-- Opening Marker --

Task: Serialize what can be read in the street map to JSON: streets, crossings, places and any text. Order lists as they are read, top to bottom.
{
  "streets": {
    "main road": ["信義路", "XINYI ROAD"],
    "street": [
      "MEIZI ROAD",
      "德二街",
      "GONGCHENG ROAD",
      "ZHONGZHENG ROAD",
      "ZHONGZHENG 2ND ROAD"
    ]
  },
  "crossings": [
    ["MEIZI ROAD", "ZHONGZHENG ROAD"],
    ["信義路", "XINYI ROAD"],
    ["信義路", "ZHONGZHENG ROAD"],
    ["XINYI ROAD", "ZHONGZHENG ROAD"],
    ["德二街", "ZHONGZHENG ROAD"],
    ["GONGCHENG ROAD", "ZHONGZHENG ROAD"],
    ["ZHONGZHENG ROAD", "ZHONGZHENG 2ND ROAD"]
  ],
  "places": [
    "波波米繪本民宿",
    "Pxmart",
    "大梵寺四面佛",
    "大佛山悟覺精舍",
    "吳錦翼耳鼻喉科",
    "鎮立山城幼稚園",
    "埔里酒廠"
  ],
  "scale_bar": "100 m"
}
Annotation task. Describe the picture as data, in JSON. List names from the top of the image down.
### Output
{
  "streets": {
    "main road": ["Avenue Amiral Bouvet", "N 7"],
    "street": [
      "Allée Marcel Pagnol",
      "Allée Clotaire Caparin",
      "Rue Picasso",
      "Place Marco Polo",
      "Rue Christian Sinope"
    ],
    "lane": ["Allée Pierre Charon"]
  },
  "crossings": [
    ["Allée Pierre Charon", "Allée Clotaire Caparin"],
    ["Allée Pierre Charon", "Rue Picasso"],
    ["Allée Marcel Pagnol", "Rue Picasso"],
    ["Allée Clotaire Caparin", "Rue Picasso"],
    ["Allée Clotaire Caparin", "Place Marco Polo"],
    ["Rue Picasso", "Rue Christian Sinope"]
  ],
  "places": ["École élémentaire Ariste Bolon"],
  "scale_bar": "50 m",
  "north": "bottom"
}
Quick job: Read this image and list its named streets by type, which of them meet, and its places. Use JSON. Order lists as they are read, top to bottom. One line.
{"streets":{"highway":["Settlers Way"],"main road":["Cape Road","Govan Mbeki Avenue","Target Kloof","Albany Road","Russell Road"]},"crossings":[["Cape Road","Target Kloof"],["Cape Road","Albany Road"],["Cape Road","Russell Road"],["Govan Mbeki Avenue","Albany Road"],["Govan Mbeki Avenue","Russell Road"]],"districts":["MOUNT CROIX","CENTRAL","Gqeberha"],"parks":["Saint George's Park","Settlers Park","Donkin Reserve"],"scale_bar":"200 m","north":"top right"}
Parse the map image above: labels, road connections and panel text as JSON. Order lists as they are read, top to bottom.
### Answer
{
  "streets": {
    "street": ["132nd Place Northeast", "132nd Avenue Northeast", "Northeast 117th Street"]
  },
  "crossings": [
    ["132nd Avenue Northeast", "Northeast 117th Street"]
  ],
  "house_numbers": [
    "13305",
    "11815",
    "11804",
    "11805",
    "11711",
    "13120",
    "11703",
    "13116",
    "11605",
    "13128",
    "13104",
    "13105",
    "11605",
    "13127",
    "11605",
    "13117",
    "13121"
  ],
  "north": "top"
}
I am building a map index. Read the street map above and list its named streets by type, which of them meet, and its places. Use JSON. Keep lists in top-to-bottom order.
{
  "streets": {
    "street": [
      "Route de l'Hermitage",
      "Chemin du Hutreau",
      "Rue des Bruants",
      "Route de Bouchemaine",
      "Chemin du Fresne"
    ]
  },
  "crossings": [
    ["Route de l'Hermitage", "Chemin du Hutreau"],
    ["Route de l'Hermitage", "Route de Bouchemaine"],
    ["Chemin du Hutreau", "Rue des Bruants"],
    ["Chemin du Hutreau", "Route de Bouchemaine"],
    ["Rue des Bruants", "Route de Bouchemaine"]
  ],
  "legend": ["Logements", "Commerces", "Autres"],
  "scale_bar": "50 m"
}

-- Closing Marker --

Exercise requirements: Starting at the first line and ending at the last, retype the entries above.

Problem solution:
Task: Serialize what can be read in the street map to JSON: streets, crossings, places and any text. Order lists as they are read, top to bottom.
{
  "streets": {
    "main road": ["信義路", "XINYI ROAD"],
    "street": [
      "MEIZI ROAD",
      "德二街",
      "GONGCHENG ROAD",
      "ZHONGZHENG ROAD",
      "ZHONGZHENG 2ND ROAD"
    ]
  },
  "crossings": [
    ["MEIZI ROAD", "ZHONGZHENG ROAD"],
    ["信義路", "XINYI ROAD"],
    ["信義路", "ZHONGZHENG ROAD"],
    ["XINYI ROAD", "ZHONGZHENG ROAD"],
    ["德二街", "ZHONGZHENG ROAD"],
    ["GONGCHENG ROAD", "ZHONGZHENG ROAD"],
    ["ZHONGZHENG ROAD", "ZHONGZHENG 2ND ROAD"]
  ],
  "places": [
    "波波米繪本民宿",
    "Pxmart",
    "大梵寺四面佛",
    "大佛山悟覺精舍",
    "吳錦翼耳鼻喉科",
    "鎮立山城幼稚園",
    "埔里酒廠"
  ],
  "scale_bar": "100 m"
}
Annotation task. Describe the picture as data, in JSON. List names from the top of the image down.
### Output
{
  "streets": {
    "main road": ["Avenue Amiral Bouvet", "N 7"],
    "street": [
      "Allée Marcel Pagnol",
      "Allée Clotaire Caparin",
      "Rue Picasso",
      "Place Marco Polo",
      "Rue Christian Sinope"
    ],
    "lane": ["Allée Pierre Charon"]
  },
  "crossings": [
    ["Allée Pierre Charon", "Allée Clotaire Caparin"],
    ["Allée Pierre Charon", "Rue Picasso"],
    ["Allée Marcel Pagnol", "Rue Picasso"],
    ["Allée Clotaire Caparin", "Rue Picasso"],
    ["Allée Clotaire Caparin", "Place Marco Polo"],
    ["Rue Picasso", "Rue Christian Sinope"]
  ],
  "places": ["École élémentaire Ariste Bolon"],
  "scale_bar": "50 m",
  "north": "bottom"
}
Quick job: Read this image and list its named streets by type, which of them meet, and its places. Use JSON. Order lists as they are read, top to bottom. One line.
{"streets":{"highway":["Settlers Way"],"main road":["Cape Road","Govan Mbeki Avenue","Target Kloof","Albany Road","Russell Road"]},"crossings":[["Cape Road","Target Kloof"],["Cape Road","Albany Road"],["Cape Road","Russell Road"],["Govan Mbeki Avenue","Albany Road"],["Govan Mbeki Avenue","Russell Road"]],"districts":["MOUNT CROIX","CENTRAL","Gqeberha"],"parks":["Saint George's Park","Settlers Park","Donkin Reserve"],"scale_bar":"200 m","north":"top right"}
Parse the map image above: labels, road connections and panel text as JSON. Order lists as they are read, top to bottom.
### Answer
{
  "streets": {
    "street": ["132nd Place Northeast", "132nd Avenue Northeast", "Northeast 117th Street"]
  },
  "crossings": [
    ["132nd Avenue Northeast", "Northeast 117th Street"]
  ],
  "house_numbers": [
    "13305",
    "11815",
    "11804",
    "11805",
    "11711",
    "13120",
    "11703",
    "13116",
    "11605",
    "13128",
    "13104",
    "13105",
    "11605",
    "13127",
    "11605",
    "13117",
    "13121"
  ],
  "north": "top"
}
I am building a map index. Read the street map above and list its named streets by type, which of them meet, and its places. Use JSON. Keep lists in top-to-bottom order.
{
  "streets": {
    "street": [
      "Route de l'Hermitage",
      "Chemin du Hutreau",
      "Rue des Bruants",
      "Route de Bouchemaine",
      "Chemin du Fresne"
    ]
  },
  "crossings": [
    ["Route de l'Hermitage", "Chemin du Hutreau"],
    ["Route de l'Hermitage", "Route de Bouchemaine"],
    ["Chemin du Hutreau", "Rue des Bruants"],
    ["Chemin du Hutreau", "Route de Bouchemaine"],
    ["Rue des Bruants", "Route de Bouchemaine"]
  ],
  "legend": ["Logements", "Commerces", "Autres"],
  "scale_bar": "50 m"
}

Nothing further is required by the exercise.